Stelios Sidiroglou-Douskos

Stelios Sidiroglou-Douskos

Research Scientist
MIT, Computer Science and Artificial Intelligence Laboratory

Ph.D. 2008, Columbia University
M.Phil. 2006, Columbia University
M.Sc. 2003, Columbia University
The Stata Center, Building 32-G728
32 Vassar St, Cambridge, MA 02139
stelios at csail dot mit dot edu

 

About

I am a research scientist in the Computer Science and Artificial Intelligence Laboratory at MIT in Cambridge, MA. My technical interests are in systems security, programming languages, and software engineering.
I am also interested in entrepreneurship: I am a co-founder of Locu, Inc. ( Acquired by GoDaddy ) and AarnoLabs, LLC.

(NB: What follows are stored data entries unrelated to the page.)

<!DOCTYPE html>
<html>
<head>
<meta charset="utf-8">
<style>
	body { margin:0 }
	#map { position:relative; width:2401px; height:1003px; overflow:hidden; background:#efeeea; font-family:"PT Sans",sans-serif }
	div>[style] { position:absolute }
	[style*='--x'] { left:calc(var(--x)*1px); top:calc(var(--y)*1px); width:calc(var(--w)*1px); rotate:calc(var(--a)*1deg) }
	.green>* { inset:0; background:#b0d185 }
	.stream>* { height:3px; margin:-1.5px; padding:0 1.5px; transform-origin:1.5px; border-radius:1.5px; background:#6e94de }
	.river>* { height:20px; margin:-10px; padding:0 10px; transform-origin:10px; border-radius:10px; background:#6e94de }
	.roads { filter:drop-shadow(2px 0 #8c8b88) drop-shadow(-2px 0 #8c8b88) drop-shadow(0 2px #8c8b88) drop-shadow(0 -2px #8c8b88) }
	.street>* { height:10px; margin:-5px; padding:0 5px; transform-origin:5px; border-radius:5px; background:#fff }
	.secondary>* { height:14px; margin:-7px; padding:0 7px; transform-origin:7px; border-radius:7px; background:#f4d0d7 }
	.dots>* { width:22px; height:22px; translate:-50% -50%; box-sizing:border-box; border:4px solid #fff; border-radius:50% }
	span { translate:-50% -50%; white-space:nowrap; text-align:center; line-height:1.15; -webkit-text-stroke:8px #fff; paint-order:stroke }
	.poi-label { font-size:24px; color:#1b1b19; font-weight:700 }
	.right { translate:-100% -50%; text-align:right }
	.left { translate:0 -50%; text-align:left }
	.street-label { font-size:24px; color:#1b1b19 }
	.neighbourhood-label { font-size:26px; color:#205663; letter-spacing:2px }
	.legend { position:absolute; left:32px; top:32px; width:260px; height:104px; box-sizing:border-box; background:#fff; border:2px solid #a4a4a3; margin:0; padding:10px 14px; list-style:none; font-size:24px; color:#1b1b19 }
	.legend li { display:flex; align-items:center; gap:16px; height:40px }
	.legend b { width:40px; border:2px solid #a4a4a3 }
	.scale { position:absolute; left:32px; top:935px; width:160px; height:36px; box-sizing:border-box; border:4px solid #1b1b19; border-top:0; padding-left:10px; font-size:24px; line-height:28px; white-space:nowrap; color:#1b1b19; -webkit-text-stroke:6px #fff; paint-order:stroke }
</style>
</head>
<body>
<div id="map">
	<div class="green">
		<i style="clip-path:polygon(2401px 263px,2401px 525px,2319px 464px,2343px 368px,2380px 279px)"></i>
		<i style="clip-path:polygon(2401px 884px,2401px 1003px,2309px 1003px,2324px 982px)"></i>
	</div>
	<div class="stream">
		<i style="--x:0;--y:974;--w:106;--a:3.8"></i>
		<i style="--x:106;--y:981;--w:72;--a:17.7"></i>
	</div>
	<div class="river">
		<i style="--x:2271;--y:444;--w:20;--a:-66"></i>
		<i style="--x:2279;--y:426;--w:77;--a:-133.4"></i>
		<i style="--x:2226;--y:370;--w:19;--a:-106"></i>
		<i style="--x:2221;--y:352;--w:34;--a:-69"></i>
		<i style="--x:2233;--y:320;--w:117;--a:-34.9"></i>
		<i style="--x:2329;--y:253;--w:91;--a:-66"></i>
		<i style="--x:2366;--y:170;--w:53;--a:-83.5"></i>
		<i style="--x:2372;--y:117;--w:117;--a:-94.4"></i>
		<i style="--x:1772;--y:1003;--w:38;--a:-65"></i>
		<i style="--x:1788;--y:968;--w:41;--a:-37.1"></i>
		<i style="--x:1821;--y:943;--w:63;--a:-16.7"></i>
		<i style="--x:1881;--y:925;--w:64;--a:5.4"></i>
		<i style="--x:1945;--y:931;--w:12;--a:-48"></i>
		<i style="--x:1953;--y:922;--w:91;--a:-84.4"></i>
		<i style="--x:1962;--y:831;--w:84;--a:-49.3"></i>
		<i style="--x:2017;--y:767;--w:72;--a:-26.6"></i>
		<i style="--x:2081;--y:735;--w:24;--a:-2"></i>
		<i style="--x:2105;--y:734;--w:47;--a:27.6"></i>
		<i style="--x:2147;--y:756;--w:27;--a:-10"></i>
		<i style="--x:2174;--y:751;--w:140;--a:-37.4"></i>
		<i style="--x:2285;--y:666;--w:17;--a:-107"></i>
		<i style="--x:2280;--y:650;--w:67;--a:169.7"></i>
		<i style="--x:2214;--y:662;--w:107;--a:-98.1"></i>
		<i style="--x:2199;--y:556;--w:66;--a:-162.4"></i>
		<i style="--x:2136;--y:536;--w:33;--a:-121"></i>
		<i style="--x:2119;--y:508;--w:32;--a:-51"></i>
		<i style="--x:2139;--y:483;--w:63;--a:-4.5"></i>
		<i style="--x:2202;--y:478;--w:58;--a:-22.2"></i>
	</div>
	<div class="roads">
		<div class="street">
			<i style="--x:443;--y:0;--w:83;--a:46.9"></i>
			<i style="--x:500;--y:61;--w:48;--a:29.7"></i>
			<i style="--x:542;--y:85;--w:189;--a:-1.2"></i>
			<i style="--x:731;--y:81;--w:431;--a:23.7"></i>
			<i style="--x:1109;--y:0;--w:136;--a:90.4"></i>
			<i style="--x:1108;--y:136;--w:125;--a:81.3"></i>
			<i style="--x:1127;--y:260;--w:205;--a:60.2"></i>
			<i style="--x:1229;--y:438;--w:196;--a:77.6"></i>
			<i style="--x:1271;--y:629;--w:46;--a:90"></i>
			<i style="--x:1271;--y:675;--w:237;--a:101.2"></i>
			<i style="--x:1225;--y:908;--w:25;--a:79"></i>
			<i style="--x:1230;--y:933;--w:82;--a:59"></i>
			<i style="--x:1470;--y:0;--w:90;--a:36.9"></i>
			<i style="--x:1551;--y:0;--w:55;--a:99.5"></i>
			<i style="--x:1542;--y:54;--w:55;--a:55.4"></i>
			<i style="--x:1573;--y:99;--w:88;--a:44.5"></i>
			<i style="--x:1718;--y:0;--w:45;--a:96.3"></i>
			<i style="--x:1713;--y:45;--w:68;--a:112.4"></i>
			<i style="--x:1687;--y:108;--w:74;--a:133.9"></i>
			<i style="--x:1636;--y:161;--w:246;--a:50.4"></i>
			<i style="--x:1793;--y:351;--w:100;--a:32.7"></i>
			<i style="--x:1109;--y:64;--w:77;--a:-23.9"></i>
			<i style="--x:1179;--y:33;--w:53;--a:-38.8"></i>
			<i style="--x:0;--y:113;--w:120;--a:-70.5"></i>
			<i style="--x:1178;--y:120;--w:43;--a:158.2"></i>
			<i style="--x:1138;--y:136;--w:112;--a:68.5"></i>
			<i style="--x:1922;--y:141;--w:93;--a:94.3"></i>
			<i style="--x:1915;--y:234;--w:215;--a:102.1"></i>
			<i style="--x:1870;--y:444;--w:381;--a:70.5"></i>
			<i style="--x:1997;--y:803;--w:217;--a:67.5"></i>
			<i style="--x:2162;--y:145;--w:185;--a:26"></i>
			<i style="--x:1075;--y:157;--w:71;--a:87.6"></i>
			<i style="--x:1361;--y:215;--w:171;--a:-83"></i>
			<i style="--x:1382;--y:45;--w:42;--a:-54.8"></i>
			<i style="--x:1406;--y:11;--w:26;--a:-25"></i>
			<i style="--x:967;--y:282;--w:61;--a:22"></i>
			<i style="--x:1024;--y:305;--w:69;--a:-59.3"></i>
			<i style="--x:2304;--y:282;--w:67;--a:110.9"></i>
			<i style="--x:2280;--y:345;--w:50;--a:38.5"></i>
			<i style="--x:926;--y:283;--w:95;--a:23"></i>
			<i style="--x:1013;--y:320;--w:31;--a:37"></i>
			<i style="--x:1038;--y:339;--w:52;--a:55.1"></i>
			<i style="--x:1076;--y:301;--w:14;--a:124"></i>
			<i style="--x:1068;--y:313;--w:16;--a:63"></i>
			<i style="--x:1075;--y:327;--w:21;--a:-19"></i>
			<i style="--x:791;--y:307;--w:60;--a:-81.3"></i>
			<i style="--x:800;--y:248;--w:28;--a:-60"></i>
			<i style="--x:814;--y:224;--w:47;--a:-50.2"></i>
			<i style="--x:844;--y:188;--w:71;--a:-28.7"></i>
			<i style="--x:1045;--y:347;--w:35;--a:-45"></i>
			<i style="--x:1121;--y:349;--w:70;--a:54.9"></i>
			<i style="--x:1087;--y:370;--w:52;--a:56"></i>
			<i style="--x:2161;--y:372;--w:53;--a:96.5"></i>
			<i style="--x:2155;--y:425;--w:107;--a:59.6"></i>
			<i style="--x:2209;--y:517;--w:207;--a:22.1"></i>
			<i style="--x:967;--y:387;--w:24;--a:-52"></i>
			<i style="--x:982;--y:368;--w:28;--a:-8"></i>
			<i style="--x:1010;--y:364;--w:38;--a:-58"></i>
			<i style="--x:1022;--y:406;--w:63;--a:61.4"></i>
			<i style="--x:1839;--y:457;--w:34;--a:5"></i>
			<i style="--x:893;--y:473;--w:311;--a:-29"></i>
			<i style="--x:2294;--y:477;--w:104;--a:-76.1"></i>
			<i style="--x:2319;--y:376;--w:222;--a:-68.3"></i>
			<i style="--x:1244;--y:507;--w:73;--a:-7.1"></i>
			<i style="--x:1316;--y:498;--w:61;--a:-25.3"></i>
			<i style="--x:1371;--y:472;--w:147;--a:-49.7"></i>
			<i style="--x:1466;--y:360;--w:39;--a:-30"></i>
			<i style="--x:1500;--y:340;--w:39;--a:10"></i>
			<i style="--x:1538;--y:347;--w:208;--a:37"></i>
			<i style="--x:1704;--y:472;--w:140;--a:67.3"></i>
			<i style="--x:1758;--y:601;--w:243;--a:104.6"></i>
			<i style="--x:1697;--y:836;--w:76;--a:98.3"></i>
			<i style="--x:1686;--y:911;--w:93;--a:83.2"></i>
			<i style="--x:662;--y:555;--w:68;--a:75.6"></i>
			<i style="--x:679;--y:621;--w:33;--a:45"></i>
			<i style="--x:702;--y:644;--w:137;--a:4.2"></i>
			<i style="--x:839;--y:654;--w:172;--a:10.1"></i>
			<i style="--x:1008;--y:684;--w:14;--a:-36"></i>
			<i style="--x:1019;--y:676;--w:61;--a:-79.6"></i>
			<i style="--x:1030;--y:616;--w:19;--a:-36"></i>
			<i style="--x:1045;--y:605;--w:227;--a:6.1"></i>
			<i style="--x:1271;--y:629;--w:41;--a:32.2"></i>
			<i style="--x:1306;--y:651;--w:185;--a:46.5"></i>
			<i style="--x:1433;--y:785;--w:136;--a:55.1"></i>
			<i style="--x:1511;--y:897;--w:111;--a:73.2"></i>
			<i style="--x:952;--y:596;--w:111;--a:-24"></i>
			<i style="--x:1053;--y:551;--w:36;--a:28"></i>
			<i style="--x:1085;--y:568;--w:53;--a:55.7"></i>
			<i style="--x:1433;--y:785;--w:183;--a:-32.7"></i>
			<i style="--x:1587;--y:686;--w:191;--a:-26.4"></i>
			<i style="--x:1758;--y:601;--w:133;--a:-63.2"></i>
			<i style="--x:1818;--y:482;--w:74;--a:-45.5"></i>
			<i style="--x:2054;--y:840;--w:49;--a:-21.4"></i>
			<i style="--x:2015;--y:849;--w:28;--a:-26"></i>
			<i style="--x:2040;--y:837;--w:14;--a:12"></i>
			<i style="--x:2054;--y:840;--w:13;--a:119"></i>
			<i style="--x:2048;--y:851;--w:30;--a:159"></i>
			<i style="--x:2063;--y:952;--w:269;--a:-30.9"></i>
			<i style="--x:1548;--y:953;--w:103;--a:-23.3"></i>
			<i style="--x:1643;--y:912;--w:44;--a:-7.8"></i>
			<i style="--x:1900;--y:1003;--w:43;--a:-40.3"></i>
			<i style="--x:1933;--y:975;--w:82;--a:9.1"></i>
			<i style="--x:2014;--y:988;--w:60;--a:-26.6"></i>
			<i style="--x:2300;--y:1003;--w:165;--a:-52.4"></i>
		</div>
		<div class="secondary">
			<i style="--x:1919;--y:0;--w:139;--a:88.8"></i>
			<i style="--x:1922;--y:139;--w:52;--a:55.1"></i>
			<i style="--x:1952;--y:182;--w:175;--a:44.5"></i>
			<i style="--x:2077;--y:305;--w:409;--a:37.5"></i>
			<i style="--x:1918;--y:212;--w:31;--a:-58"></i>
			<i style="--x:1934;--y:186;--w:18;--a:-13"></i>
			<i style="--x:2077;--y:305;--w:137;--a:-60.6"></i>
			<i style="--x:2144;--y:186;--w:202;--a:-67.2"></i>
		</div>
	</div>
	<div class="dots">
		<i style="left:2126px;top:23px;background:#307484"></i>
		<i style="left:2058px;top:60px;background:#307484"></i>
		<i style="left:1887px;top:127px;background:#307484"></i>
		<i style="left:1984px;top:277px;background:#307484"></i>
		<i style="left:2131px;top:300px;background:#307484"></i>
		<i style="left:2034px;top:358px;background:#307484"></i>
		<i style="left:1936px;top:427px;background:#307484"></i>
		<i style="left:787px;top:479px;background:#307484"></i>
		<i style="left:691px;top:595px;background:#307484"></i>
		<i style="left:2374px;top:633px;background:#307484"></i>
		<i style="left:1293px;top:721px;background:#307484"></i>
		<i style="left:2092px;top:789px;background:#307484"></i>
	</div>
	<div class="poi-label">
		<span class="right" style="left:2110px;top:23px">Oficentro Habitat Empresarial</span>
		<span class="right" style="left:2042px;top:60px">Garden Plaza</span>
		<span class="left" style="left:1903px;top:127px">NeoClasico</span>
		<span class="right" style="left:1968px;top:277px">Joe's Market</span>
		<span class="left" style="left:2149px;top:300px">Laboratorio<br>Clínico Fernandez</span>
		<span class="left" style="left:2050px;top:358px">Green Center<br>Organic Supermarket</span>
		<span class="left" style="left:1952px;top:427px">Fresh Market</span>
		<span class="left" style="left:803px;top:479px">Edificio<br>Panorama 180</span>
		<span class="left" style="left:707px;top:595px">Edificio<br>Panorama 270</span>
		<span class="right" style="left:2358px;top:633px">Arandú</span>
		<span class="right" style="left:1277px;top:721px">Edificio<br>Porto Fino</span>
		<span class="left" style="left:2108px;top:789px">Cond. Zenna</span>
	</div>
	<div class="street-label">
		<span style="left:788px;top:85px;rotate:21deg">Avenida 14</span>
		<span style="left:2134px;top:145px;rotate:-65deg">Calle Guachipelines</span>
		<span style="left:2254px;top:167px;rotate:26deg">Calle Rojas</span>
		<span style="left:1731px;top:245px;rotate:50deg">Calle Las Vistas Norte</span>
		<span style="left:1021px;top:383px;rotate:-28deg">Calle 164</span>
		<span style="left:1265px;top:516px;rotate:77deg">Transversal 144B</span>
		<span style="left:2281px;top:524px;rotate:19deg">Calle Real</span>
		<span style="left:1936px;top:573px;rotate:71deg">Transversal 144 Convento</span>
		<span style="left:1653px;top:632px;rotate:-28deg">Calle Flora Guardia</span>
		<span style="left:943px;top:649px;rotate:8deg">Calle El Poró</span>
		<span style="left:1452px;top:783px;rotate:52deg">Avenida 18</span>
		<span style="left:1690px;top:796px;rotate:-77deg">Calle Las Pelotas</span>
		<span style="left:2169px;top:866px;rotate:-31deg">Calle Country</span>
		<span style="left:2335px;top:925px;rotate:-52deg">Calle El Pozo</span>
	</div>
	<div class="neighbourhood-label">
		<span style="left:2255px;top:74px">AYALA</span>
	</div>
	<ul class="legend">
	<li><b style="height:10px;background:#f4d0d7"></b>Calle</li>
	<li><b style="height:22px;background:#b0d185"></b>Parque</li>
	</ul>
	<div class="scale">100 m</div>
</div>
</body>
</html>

Link to Google Scholar page.

News

  • Press coverage on our CodeCarbonCopy work from MIT News and Vice.

  • Our paper "CodeCarbonCopy" was accepted at FSE 2017

 

Research

My research interests span the areas of security, programming languages and software engineering. I investigate ways in which software can be pushed to operate beyond its prescribed use to provide innovative solutions such as self-healing software, automatic code transfer, collaborative application communities and energy-conscious computing. Today’s software systems are exploding in size and complexity, resulting in security vulnerabilities and performance issues. Fortunately, there is a significant fringe benefit to all this complexity: software elasticity, or the ability of a program to operate outside its intended use. Software elasticity is founded on the observation that as software grows in complexity, so does its ability to tolerate unexpected events such as induced errors or reduced accuracy. My research utilizes software elasticity to develop faster, more robust and resilient systems, solving traditionally hard problems by challenging conventional assumptions about the way software systems operate.

Automatic Code Transfer

Software developers often transfer functionality between applications by copying code originally developed for one application (the donor application) into another application (the recipient application). Current practice involves manually adapting the copied code to operate within the environment of the recipient. The software development overhead associated with this manual adaptation can complicate the ability of developers to rapidly and easily transfer functionality between applications. Automatic Code Transfer automates the transfer of desired functionality, including translating the data representation from the donor representation to the recipient representation. It can also eliminate errors in recipient software applications by finding correct code in donor applications, then transferring that code from the donor into the recipient.

CodeCarbonCopy is the first system for automatically transferring code from a donor application into a recipient application. CodeCarbonCopy can automatically translate between different data representation layouts in the donor and recipient.

CodePhage is the first system for automatically transferring correct security checking code from donor applications into recipient applications that process the same inputs to successfully eliminate errors in the recipient.

Input Rectification

Applications are typically able to process the vast majority of inputs securely. Attacks usually succeed because they contain an atypical feature that the application does not process correctly. Our input rectification research observes inputs that the application processes correctly to derive a model (in the form of constraints over input fields) of the "comfort zone" of the application (the set of inputs that the application can process successfully). When it encounters an input that is outside the comfort zone, the rectifier uses the model to change the input to move the input into the comfort zone of the application. Our results show that this technique eliminates security vulnerabilities in a range of applications, leaves the overwhelming majority of safe inputs unchanged, and preserves much of the useful information in modified atypical inputs.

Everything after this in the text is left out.